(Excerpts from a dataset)
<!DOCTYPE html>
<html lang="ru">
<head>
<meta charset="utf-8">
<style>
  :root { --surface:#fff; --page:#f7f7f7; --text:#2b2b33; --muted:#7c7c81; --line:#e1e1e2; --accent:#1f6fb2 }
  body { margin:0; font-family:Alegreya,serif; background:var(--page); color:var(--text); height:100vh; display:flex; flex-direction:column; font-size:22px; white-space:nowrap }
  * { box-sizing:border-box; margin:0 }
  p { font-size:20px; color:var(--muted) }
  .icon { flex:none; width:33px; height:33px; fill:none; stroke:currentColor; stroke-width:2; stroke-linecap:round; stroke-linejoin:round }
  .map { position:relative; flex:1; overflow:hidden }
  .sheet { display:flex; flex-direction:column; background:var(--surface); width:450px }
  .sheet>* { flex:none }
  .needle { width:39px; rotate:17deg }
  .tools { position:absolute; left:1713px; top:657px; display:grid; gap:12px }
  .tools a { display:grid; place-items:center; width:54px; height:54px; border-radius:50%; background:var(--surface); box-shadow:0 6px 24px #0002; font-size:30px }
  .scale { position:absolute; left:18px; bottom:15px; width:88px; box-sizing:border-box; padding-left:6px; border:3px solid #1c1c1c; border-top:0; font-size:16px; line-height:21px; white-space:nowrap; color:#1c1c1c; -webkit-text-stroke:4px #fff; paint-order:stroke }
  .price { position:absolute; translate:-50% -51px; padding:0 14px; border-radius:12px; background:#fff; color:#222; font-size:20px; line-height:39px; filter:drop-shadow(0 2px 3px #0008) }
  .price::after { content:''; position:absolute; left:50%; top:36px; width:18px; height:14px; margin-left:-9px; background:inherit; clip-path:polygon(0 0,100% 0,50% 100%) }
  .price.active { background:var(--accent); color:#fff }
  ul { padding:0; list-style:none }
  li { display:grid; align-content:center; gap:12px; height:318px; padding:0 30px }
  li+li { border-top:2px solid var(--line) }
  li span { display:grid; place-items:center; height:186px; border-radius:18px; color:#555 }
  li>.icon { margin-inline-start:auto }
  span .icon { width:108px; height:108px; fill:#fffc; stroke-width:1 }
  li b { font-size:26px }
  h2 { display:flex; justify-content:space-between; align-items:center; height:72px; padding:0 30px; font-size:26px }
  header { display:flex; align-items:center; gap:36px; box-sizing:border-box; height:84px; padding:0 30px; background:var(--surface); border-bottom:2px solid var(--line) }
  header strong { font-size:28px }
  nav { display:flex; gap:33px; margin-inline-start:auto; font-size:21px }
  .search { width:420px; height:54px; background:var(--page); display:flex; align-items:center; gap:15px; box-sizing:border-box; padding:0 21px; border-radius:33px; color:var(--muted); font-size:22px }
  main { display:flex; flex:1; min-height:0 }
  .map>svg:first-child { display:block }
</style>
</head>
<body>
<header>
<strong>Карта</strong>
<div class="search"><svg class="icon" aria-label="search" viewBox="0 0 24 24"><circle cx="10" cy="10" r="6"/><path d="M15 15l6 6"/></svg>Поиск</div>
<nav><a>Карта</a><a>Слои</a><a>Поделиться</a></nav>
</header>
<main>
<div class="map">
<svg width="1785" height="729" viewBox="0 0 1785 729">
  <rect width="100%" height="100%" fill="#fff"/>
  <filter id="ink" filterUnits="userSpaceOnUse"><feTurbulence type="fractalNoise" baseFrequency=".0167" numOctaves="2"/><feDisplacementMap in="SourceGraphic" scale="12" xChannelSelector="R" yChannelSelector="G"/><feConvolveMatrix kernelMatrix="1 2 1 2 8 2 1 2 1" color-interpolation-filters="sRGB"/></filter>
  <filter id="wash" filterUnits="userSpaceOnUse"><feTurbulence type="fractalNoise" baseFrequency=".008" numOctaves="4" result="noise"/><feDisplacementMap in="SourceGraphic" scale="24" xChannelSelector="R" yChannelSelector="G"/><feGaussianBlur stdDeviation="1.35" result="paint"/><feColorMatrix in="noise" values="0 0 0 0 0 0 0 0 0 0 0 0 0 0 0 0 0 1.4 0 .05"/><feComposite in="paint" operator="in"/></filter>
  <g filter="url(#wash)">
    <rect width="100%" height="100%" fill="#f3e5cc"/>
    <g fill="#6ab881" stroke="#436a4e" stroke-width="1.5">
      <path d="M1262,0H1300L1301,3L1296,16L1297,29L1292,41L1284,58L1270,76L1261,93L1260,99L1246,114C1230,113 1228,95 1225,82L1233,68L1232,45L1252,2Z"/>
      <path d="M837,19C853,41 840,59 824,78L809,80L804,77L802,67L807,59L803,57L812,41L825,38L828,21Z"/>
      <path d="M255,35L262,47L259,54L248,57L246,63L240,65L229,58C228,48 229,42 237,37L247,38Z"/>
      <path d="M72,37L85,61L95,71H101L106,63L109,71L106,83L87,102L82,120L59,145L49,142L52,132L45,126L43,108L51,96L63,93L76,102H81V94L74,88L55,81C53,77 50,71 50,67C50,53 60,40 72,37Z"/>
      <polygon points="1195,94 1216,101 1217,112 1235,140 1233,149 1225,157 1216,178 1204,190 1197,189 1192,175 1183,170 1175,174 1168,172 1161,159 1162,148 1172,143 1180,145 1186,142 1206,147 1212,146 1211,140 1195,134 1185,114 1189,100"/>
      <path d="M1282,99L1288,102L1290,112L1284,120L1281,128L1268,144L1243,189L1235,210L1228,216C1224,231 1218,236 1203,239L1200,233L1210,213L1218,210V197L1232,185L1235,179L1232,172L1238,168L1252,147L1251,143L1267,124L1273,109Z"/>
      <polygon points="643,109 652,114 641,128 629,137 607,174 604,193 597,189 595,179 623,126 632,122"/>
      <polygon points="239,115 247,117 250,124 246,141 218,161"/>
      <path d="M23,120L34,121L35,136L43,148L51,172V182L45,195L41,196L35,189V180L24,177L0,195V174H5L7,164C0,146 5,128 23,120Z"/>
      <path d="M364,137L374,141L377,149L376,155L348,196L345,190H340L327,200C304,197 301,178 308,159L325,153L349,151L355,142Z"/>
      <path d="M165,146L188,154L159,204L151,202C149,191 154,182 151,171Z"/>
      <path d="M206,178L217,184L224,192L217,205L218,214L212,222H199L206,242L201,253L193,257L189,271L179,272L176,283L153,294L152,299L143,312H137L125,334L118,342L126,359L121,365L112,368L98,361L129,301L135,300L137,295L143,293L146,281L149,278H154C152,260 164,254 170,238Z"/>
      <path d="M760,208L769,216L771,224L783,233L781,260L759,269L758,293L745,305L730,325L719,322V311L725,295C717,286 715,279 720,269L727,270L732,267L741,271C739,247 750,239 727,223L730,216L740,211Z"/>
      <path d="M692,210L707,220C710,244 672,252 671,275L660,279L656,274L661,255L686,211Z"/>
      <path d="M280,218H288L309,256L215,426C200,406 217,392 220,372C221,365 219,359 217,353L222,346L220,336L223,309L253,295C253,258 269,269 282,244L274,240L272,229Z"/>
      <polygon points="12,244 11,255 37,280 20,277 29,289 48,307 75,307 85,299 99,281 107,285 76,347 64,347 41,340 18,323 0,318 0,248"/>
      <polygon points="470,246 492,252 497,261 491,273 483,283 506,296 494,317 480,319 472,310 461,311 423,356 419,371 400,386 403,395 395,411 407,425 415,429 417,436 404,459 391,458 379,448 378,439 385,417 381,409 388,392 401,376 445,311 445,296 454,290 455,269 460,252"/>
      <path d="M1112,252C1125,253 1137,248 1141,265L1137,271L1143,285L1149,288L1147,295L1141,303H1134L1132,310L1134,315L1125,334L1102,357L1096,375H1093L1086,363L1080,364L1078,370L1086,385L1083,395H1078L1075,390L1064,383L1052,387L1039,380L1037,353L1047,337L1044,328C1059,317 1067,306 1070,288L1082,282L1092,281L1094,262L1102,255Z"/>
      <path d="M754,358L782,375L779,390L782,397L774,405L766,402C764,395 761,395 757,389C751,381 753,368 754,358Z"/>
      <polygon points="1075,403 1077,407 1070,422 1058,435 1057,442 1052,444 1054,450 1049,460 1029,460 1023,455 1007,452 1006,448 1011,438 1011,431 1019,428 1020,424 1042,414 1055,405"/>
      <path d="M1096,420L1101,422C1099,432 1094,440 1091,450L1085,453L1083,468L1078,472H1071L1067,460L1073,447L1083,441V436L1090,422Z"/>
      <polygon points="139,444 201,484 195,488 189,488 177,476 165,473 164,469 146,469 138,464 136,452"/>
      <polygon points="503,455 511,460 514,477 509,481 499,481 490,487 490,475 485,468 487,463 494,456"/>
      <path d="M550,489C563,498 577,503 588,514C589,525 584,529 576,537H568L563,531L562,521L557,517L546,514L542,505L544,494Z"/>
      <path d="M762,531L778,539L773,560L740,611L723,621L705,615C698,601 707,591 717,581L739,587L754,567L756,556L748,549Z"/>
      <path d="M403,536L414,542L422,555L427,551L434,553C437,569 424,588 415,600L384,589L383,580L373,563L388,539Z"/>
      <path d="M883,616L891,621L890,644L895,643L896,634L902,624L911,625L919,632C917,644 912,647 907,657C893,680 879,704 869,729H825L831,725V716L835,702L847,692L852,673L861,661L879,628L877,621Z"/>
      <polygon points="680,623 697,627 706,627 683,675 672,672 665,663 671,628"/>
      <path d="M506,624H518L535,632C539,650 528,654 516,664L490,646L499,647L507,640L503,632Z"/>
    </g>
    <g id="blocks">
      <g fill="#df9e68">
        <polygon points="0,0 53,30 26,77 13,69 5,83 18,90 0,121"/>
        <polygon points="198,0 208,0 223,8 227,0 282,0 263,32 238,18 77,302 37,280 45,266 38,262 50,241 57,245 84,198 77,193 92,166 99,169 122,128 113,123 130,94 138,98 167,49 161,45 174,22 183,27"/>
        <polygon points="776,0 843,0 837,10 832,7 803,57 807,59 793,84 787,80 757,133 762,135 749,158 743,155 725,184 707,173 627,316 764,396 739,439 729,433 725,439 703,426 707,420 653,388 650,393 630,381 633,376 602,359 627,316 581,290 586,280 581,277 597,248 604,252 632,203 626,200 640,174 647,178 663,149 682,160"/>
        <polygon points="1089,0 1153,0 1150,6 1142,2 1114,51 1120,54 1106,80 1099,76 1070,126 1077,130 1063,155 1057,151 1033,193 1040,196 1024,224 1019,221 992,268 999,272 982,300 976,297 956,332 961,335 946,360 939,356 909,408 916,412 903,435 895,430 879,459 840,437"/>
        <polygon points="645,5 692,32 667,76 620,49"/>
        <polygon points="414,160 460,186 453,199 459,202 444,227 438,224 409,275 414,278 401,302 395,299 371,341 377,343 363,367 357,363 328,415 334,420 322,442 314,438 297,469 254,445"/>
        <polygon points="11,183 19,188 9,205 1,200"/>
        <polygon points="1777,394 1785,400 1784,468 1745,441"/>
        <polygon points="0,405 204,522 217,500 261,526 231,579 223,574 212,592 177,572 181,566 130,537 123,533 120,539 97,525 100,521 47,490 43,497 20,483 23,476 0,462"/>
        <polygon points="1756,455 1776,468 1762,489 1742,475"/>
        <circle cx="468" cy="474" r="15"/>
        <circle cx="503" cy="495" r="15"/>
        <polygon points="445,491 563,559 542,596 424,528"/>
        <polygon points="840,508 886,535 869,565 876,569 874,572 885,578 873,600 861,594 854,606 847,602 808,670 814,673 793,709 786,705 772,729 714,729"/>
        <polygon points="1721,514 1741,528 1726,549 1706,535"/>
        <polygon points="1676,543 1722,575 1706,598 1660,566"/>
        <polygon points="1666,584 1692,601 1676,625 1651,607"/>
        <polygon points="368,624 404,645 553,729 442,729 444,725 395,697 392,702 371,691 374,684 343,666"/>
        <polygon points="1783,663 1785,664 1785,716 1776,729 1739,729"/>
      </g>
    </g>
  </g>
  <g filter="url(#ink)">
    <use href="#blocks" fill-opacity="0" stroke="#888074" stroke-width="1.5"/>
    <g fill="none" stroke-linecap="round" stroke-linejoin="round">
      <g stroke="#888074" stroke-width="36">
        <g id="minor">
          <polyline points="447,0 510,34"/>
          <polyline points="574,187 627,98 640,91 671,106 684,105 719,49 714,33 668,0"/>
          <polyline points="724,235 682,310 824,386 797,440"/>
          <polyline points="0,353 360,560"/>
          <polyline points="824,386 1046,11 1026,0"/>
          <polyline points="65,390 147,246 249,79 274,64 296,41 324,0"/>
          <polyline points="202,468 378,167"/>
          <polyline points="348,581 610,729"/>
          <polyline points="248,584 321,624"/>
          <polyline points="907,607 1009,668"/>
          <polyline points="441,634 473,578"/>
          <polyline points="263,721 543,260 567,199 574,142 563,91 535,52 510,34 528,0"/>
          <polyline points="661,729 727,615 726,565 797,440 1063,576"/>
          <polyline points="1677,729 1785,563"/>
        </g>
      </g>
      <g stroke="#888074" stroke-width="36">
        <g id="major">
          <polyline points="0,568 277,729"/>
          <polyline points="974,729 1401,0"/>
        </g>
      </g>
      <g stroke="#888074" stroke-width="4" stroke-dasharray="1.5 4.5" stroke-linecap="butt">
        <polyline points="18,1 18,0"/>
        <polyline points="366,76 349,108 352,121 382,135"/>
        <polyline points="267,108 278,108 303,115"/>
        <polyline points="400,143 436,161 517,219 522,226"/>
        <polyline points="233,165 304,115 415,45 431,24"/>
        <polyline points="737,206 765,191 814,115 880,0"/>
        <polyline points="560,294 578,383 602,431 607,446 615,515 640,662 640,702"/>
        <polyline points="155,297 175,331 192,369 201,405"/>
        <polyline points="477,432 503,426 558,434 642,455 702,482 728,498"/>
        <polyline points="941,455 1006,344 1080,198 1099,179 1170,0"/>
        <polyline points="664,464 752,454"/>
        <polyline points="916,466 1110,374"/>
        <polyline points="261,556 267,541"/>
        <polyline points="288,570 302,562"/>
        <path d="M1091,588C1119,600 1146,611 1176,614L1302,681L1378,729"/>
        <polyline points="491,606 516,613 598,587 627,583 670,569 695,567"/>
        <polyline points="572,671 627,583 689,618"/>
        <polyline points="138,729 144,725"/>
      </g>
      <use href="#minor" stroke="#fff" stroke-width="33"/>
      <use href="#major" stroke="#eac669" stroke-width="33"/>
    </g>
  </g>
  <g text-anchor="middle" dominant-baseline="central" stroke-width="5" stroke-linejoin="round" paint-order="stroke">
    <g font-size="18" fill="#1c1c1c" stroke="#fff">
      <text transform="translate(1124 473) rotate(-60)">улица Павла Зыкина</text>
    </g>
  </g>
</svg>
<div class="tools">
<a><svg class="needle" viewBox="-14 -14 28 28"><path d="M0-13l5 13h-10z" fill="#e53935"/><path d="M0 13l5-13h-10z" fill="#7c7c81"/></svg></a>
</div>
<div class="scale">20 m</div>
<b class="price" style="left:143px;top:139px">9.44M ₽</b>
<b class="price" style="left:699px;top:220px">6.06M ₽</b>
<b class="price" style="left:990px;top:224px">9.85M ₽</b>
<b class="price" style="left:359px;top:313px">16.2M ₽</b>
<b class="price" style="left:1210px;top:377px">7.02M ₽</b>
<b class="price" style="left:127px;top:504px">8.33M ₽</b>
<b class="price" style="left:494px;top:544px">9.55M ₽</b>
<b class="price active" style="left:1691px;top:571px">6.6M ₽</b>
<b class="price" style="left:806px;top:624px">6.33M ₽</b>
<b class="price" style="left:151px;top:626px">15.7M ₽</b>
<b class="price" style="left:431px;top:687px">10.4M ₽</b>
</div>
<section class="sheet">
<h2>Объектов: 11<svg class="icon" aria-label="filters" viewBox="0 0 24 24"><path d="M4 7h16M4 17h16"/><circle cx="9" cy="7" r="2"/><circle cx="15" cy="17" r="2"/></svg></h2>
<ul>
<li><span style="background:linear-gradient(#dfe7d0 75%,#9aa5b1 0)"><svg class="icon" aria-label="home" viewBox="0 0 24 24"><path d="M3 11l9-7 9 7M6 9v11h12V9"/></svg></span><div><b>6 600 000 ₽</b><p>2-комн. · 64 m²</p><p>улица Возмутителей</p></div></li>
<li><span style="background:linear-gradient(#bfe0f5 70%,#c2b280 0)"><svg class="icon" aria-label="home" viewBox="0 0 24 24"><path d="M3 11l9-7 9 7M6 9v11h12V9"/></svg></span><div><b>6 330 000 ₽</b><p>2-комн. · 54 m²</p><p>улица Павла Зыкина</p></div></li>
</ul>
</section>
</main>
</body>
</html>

# ABOUT THIS EXERCISE:
The lines of the records that contain the string "direction" should be located and copied.

# EXERCISE OUTPUT:
  body { margin:0; font-family:Alegreya,serif; background:var(--page); color:var(--text); height:100vh; display:flex; flex-direction:column; font-size:22px; white-space:nowrap }
  .sheet { display:flex; flex-direction:column; background:var(--surface); width:450px }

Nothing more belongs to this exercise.